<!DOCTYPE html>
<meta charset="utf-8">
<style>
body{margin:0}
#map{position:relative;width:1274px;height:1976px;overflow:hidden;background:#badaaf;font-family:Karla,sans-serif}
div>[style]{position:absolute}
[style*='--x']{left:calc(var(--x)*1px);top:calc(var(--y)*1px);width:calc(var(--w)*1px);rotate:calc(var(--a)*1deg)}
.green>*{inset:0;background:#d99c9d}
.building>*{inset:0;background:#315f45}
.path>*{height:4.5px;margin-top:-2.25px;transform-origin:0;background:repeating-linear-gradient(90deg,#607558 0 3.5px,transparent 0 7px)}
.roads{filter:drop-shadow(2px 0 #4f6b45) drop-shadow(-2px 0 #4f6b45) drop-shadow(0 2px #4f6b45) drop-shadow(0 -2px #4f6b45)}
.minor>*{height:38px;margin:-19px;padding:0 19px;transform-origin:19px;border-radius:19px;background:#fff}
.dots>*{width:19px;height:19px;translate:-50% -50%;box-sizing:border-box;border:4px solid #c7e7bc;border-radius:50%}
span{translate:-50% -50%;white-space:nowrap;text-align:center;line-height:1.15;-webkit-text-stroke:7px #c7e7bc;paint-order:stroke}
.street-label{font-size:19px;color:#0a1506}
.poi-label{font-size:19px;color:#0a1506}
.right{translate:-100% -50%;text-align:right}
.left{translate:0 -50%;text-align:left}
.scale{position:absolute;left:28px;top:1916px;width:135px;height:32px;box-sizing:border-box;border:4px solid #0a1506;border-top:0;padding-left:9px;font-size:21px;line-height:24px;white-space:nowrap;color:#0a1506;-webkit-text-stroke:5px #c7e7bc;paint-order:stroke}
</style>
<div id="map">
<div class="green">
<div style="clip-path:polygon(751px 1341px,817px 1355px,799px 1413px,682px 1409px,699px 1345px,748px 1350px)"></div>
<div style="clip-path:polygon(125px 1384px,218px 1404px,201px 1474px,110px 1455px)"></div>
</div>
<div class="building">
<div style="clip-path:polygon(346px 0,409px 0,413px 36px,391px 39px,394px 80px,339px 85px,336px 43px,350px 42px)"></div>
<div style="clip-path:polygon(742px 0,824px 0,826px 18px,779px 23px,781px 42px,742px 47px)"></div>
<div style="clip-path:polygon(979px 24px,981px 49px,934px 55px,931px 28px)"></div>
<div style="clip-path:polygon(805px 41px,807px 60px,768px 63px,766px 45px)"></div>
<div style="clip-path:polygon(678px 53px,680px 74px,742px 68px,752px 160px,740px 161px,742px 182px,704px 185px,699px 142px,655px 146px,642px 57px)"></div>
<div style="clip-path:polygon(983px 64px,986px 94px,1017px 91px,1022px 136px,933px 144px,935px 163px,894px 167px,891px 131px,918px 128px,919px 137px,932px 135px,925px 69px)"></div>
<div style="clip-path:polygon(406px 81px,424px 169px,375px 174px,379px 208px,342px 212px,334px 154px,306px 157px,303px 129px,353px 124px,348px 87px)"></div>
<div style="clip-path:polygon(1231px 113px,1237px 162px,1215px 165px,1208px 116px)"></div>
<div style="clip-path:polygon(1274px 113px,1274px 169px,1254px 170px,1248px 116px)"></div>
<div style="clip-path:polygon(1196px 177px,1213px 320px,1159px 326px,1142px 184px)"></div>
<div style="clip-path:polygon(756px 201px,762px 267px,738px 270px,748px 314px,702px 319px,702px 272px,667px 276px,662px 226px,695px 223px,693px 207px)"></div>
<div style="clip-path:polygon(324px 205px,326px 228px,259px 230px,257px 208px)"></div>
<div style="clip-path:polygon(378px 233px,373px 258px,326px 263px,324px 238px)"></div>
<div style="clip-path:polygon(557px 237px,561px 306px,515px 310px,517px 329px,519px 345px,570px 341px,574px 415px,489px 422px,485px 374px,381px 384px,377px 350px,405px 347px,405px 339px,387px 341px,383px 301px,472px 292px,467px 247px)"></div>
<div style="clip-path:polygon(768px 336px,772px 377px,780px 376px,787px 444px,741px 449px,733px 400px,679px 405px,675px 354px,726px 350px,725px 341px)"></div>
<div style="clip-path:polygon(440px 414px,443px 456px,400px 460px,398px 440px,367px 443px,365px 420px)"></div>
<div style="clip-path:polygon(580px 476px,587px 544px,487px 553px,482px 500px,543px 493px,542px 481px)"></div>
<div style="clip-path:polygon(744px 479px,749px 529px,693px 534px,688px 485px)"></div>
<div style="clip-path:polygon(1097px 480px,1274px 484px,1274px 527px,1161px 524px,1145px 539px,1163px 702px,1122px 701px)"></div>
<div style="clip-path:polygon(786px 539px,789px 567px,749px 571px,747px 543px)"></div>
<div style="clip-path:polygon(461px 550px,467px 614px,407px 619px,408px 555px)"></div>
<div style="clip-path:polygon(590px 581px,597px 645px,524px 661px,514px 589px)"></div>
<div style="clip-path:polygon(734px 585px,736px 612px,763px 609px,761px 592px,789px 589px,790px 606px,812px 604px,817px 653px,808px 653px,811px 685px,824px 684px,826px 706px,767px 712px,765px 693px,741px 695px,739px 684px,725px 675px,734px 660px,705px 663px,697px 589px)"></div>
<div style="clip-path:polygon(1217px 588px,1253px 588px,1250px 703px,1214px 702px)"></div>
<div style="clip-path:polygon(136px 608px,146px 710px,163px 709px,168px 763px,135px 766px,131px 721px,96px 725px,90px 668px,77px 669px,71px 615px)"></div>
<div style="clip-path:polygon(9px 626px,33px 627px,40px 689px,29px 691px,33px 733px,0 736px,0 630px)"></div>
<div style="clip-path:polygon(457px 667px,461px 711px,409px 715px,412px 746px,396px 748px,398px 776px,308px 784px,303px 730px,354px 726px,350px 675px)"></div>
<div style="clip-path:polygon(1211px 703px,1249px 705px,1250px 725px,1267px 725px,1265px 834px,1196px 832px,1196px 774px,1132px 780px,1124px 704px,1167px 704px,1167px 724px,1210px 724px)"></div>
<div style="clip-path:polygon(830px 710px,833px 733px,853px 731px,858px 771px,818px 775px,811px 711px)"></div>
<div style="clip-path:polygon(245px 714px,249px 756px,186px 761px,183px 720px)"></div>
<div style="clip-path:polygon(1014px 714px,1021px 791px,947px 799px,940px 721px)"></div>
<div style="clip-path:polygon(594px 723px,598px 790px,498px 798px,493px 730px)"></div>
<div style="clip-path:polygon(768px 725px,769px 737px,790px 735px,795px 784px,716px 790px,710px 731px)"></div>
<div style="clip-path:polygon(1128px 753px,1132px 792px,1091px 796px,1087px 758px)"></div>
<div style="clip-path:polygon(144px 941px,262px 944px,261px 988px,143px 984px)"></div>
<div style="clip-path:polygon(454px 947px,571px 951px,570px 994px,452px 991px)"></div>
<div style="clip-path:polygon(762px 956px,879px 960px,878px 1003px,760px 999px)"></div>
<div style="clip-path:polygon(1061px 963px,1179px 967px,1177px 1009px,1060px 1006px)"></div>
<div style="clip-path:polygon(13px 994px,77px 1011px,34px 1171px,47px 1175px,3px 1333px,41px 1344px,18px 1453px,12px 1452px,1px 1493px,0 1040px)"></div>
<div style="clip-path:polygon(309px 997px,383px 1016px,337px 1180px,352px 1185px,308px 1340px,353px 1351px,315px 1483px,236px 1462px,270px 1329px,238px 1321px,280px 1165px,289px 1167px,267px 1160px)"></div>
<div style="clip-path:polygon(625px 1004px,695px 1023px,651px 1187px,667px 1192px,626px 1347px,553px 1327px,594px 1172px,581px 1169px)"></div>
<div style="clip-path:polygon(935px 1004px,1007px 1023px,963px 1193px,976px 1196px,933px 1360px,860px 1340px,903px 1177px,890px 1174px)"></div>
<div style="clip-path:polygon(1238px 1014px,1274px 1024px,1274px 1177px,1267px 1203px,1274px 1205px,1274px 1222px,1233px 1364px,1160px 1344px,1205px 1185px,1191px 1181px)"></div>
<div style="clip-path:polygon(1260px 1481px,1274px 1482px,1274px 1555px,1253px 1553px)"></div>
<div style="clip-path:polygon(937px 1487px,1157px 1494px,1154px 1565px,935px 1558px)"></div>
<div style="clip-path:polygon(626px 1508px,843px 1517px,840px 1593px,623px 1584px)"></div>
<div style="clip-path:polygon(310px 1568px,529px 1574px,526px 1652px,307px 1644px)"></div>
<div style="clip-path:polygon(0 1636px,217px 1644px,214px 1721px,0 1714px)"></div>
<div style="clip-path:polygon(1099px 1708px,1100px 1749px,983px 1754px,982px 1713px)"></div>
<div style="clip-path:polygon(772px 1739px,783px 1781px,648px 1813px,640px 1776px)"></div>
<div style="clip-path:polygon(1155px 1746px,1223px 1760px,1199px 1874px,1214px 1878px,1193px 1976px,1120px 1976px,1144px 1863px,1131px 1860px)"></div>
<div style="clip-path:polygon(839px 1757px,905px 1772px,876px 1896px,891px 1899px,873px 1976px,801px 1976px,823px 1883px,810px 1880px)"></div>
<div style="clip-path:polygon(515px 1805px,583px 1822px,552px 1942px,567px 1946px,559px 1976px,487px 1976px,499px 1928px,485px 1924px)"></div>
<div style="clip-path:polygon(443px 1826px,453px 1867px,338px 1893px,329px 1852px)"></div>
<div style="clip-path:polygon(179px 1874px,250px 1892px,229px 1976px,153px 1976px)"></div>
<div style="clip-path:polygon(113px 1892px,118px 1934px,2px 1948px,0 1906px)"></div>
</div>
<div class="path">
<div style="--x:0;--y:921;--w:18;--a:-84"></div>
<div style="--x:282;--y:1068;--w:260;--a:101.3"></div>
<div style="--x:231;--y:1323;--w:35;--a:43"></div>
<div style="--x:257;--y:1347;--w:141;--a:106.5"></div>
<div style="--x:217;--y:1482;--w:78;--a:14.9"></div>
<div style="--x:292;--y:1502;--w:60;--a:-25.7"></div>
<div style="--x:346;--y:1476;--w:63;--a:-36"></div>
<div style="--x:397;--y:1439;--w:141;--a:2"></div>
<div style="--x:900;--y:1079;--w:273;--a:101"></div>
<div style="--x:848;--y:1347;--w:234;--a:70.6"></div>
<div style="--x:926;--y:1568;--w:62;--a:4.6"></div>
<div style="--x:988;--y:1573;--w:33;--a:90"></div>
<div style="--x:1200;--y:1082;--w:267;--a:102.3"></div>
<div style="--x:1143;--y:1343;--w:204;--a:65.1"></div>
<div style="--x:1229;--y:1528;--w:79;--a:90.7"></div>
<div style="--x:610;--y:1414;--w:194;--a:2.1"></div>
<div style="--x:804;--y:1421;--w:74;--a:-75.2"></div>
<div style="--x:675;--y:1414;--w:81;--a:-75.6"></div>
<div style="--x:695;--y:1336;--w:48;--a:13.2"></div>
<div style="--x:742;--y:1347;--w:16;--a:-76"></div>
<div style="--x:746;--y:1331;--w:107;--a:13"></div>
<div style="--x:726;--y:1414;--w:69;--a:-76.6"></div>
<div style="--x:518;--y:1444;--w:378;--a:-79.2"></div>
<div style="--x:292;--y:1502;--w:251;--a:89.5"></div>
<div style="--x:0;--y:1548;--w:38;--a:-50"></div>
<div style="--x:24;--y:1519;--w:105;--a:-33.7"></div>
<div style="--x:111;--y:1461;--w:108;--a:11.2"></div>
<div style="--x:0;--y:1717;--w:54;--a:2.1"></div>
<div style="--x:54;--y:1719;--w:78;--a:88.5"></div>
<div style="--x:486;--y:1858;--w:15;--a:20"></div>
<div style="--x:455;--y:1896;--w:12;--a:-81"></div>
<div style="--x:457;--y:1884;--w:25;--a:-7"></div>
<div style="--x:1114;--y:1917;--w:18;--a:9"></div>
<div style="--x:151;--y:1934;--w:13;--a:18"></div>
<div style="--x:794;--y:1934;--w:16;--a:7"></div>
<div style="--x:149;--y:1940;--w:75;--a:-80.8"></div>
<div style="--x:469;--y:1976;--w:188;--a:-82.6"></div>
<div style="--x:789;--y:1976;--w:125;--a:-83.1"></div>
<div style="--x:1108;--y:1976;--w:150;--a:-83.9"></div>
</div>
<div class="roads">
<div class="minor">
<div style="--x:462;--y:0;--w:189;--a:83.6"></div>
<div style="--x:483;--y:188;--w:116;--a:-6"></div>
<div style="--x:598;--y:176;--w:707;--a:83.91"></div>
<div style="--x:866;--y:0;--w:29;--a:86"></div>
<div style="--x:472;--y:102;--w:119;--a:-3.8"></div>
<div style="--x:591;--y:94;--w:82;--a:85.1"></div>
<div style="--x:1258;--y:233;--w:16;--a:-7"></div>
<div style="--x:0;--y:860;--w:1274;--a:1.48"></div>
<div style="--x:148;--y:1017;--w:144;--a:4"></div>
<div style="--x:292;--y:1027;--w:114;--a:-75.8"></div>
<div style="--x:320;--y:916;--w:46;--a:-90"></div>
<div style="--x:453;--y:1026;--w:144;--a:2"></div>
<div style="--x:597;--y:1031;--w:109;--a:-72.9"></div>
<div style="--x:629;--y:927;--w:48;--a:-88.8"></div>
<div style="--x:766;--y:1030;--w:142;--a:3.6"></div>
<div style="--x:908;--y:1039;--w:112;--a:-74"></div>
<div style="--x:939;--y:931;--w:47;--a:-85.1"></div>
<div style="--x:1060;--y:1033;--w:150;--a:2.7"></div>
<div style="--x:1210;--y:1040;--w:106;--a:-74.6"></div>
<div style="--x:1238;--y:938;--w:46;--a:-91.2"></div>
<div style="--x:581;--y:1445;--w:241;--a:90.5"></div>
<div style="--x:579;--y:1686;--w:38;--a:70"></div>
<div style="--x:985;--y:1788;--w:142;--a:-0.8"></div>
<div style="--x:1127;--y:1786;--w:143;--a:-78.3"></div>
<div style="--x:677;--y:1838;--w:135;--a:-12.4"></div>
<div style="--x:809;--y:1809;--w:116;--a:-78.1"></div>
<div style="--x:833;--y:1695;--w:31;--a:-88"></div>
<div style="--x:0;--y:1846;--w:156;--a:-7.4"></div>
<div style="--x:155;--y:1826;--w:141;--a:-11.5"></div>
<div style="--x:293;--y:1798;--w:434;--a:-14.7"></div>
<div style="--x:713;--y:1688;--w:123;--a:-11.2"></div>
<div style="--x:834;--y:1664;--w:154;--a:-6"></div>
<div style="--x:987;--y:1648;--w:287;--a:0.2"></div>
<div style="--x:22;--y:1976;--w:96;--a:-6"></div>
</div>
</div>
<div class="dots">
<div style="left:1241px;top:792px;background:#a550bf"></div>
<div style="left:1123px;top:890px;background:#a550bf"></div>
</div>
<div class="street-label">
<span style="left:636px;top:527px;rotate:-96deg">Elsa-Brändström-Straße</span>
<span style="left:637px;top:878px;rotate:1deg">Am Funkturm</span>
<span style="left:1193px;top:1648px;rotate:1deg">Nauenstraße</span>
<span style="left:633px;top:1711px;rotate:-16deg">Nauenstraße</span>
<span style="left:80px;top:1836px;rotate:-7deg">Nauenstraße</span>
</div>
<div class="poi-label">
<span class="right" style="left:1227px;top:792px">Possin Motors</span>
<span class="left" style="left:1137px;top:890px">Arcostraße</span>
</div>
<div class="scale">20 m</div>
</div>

What to work on: Retype exactly the lines from the first line of the records above through the line containing "0 3.5px,transparent 0", both included, and nothing else.

Answer space:
<!DOCTYPE html>
<meta charset="utf-8">
<style>
body{margin:0}
#map{position:relative;width:1274px;height:1976px;overflow:hidden;background:#badaaf;font-family:Karla,sans-serif}
div>[style]{position:absolute}
[style*='--x']{left:calc(var(--x)*1px);top:calc(var(--y)*1px);width:calc(var(--w)*1px);rotate:calc(var(--a)*1deg)}
.green>*{inset:0;background:#d99c9d}
.building>*{inset:0;background:#315f45}
.path>*{height:4.5px;margin-top:-2.25px;transform-origin:0;background:repeating-linear-gradient(90deg,#607558 0 3.5px,transparent 0 7px)}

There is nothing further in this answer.